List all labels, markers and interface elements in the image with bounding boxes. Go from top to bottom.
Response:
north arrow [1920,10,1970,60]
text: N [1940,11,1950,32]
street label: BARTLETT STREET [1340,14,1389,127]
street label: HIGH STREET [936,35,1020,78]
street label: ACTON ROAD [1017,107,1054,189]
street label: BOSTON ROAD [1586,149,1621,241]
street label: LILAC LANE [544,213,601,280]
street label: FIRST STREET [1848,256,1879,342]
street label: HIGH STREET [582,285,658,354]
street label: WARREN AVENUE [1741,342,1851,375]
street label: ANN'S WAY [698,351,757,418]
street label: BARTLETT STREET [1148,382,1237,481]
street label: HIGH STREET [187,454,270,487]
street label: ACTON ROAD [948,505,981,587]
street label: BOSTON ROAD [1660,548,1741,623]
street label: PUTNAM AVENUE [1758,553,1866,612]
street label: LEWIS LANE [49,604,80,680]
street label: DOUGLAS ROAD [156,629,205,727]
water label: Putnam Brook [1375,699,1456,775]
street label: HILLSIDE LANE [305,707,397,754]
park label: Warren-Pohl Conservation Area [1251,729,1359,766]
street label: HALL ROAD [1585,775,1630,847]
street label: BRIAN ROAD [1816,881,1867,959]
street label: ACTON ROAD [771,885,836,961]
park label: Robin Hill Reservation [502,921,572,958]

-*-*-

- _EXERCISE BRIEF_: Please output the complete data exactly.

- _TASK SOLUTION_:
List all labels, markers and interface elements in the image with bounding boxes. Go from top to bottom.
Response:
north arrow [1920,10,1970,60]
text: N [1940,11,1950,32]
street label: BARTLETT STREET [1340,14,1389,127]
street label: HIGH STREET [936,35,1020,78]
street label: ACTON ROAD [1017,107,1054,189]
street label: BOSTON ROAD [1586,149,1621,241]
street label: LILAC LANE [544,213,601,280]
street label: FIRST STREET [1848,256,1879,342]
street label: HIGH STREET [582,285,658,354]
street label: WARREN AVENUE [1741,342,1851,375]
street label: ANN'S WAY [698,351,757,418]
street label: BARTLETT STREET [1148,382,1237,481]
street label: HIGH STREET [187,454,270,487]
street label: ACTON ROAD [948,505,981,587]
street label: BOSTON ROAD [1660,548,1741,623]
street label: PUTNAM AVENUE [1758,553,1866,612]
street label: LEWIS LANE [49,604,80,680]
street label: DOUGLAS ROAD [156,629,205,727]
water label: Putnam Brook [1375,699,1456,775]
street label: HILLSIDE LANE [305,707,397,754]
park label: Warren-Pohl Conservation Area [1251,729,1359,766]
street label: HALL ROAD [1585,775,1630,847]
street label: BRIAN ROAD [1816,881,1867,959]
street label: ACTON ROAD [771,885,836,961]
park label: Robin Hill Reservation [502,921,572,958]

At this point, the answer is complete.